Roosevelt University Team
Roosevelt University Team: Robert Seiser, Melanie Pivarski, Kristen Leckrone, Neil Voss, Kelly Wentz-Hunter

The 2012 recipients of the William E. Bennett Award for Extraordinary Contributions to Citizen Science are exemplary for their leadership and consistent good work. Dr. Marion Field Fass, Beloit College, was selected for the individual award, and faculty members from Roosevelt University received the team honor. The awards were announced during the Capitol Hill Poster Session in the Rayburn Building on March 13, during which Dr. Robert Seiser represented the Roosevelt University team during the presentation of the team award. The individual Bennett award will be presented to Dr. Marion Field Fass during the 2012 SENCER Summer Institute at Santa Clara University.

We have been fortunate to have Dr. Marion Field Fass involved in the SENCER community since the program’s inception. She has served as a Leadership Fellow, co-director of the SENCER Center for Innovation-Midwest, and has authored the model course Slow Food. In addition to her national work, Marion has been a critical innovator at Beloit College, where she is professor of biology and chair of the Health and Society program. As noted in the nominating letter sent by many of her colleagues, Marion’s “influence is evident throughout [Beloit’s] departmental, programmatic, and campus-wide curriculum.” She has offered courses that connect to larger, global issues, and was a leader in the development of the College’s Health and Society program, an interdisciplinary program that connects students to real-world public health issues at every level of society.

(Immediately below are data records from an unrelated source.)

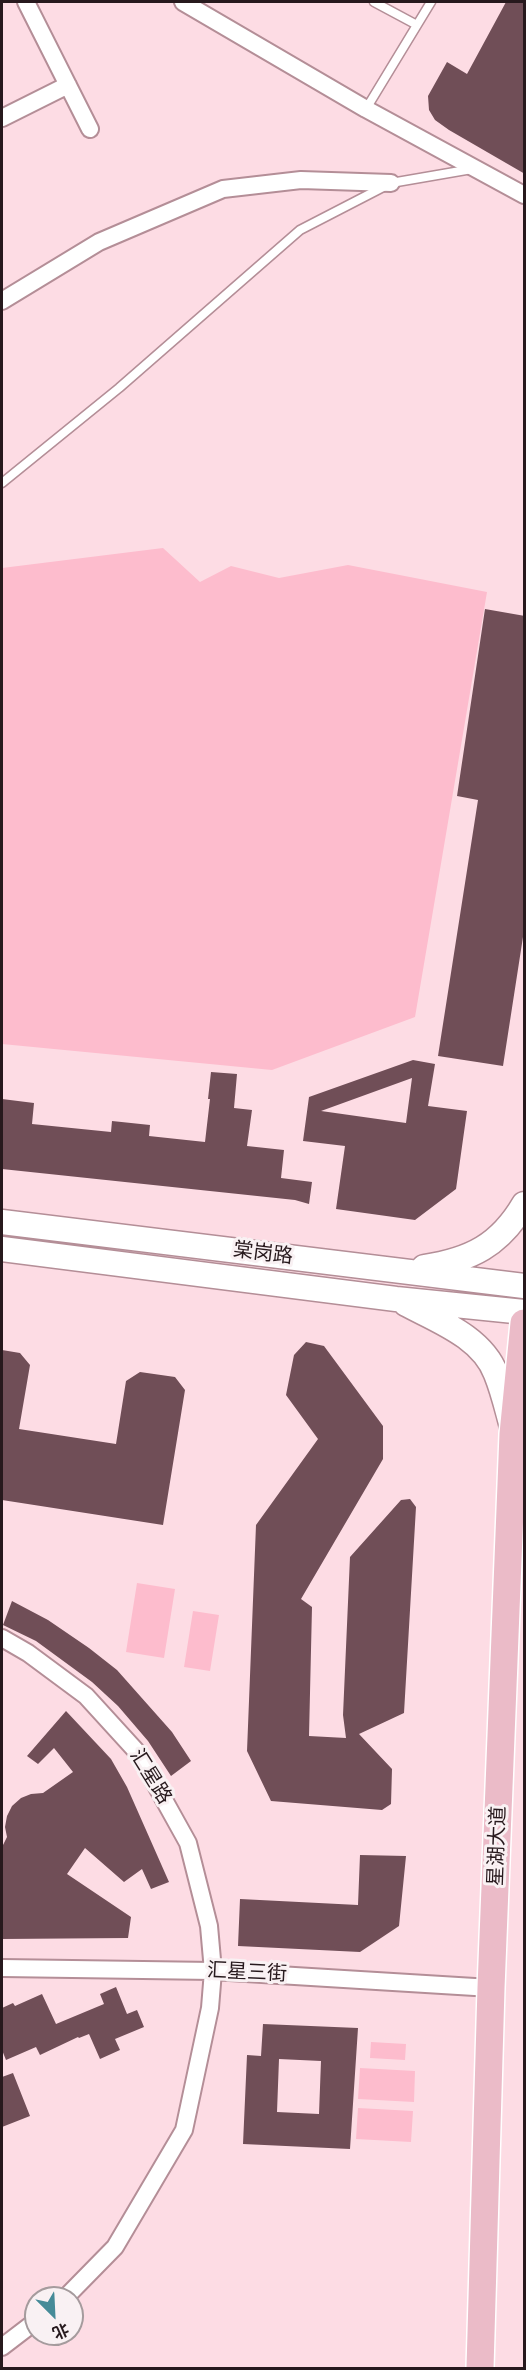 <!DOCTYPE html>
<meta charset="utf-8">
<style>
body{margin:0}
#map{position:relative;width:526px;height:2370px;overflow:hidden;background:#fddce4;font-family:"Times New Roman","Noto Sans SC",serif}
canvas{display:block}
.frame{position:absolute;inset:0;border:3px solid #27191d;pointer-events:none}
.north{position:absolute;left:24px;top:2286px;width:60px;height:60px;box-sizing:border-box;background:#f9f1f3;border:2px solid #a59b9d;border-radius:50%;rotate:156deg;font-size:16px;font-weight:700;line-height:24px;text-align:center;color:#27191d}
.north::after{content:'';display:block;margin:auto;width:21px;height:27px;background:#468b98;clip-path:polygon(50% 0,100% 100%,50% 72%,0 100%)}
</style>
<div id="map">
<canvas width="526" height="2370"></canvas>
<div class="frame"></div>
<div class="north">北</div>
</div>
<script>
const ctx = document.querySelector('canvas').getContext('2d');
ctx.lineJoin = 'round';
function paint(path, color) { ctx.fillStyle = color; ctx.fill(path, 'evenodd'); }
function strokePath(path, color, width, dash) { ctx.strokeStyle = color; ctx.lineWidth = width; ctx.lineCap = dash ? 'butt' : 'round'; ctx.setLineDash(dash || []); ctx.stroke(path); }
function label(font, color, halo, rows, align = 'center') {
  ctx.font = font + ' "Times New Roman","Noto Sans SC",serif'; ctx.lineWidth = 6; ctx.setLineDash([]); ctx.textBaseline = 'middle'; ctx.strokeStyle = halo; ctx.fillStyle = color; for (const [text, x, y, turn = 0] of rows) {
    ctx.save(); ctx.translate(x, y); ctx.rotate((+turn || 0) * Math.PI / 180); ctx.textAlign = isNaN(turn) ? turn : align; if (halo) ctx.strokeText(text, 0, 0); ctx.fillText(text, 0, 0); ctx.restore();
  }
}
const green = new Path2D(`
 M163 548 200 582 231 566 279 578 348 565 487 592 415 1017 272 1070 2 1044V568Z
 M137 1583 175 1589 164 1658 126 1652Z
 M193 1611 219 1615 210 1671 184 1667Z
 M371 2042 406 2044 405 2060 370 2058Z
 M360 2068 415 2071 414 2102 358 2099Z
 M358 2108 413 2111 411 2142 356 2139Z`);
const building = new Path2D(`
 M506 2H525V174L449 130 435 120 429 110 428 96 447 62 467 74Z
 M485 609 525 616V924L503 1066 438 1056 478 800 457 796Z
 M413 1060 435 1064 428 1106 467 1111 456 1189 415 1220 336 1209 345 1146 303 1141 309 1097ZM412 1078 406 1123 321 1111Z
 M211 1072 237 1074 234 1108 252 1110 247 1146 284 1150 281 1178 312 1182 309 1204 295 1200 2 1169V1099L34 1103 32 1124 111 1132 112 1121 150 1125 149 1136 205 1142 210 1099H208Z
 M306 1342 324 1346 383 1426V1459L301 1599 312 1607 309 1736 346 1738 343 1715 350 1557 401 1500 410 1499 416 1507 404 1713 359 1734 392 1769 391 1804 382 1810 271 1801 247 1751 256 1525 318 1439 286 1395 294 1355Z
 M2 1350 20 1353 30 1365 19 1429 116 1444 126 1381 140 1372 175 1377 185 1390 163 1525 2 1500Z
 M12 1601 48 1620 89 1648 117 1670 172 1732 191 1761 171 1776 148 1741 118 1706 92 1682 36 1641 3 1625Z
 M66 1711 111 1759 127 1787 169 1882 151 1889 142 1869 124 1882 85 1848 67 1874 131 1917 128 1938 2 1939V1847L7 1837 5 1827 7 1816 12 1806 21 1798 31 1794 43 1793 73 1772 54 1748 38 1764 27 1756Z
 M360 1855 406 1856 399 1926 360 1952 238 1946 240 1899 358 1905Z
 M116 1987 127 2014 137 2010 144 2027 115 2039 120 2050 100 2059 89 2034 79 2038 78 2037 40 2055 36 2047 6 2060 2 2050V2008L13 2003 15 2006 42 1994 56 2024 104 2004 100 1994Z
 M263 2024 358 2028 350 2149 243 2144 247 2055 261 2056ZM279 2059 321 2061 319 2114 277 2112Z
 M13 2073 30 2116 2 2127V2077Z`);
const service = new Path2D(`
 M374 2 417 25
 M366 109 431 2
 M2 483 119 388 300 230 391 183 472 169`);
const minor = new Path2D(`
 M26 2 90 129
 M183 2 366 109 524 195
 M2 118 68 85
 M2 301 99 242 223 189 301 180 391 183
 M2 1638 28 1653 86 1696 138 1753 188 1843 209 1926 213 1971 210 2008 184 2130 115 2247 65 2298
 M2 1968 213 1971 491 1988
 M2 2347 36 2321`);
const secondary = new Path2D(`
 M2 1222 524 1286
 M2 1249 396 1299 524 1312
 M424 1267C471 1260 500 1245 524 1204
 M406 1304C438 1321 482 1337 496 1374 503 1391 507 1409 512 1427`);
const primary = new Path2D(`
 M480 2368 491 1988 513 1434 524 1323`);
const streetNames = [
 ["棠岗路",263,1254,7],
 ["汇星路",150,1777,58],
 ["星湖大道",498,1846,-88],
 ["汇星三街",247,1973,3]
];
paint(green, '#fdbccd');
paint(building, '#704e57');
strokePath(service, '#b48e97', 11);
strokePath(minor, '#b48e97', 20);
strokePath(secondary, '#b48e97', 27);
strokePath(primary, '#fff', 30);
strokePath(service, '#fff', 8);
strokePath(minor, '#fff', 16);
strokePath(secondary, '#fff', 24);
strokePath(primary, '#ebbbc8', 27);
label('20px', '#27191d', '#f9f1f3', streetNames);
</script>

She aims to deepen students’ understanding of the material they study and understand the larger implications of their work.

Roosevelt University faculty members first participated in a SENCER Summer Institute in 2005, and since then have adopted the SENCER ideals across the STEM curricula. The efforts at Roosevelt have focused primarily on core courses in chemistry, biology, and math, and all faculty who have been involved started with SENCER prior to their tenure processes. Members of the team have since achieved tenure, published, received additional grant funds to support their work, and taken on leadership roles. SENCER involvement has been “a primary means of pre-tenure faculty development” for RU and has provided faculty “a way to unite teaching and scholarshaip toward professional goals.” The Roosevelt University team includes Dr. Kristen Leckrone (chemistry), Dr. David Szpunar (chemistry), Dr. Melanie Pivarski (math), Dr. Barbara Gonzalez (math), Dr. Robert Seiser (biology), Dr. Kelly Wentz-Hunter (biology), Dr. Jie Yu (math), and Dr. Byoung-Sug Kim (education).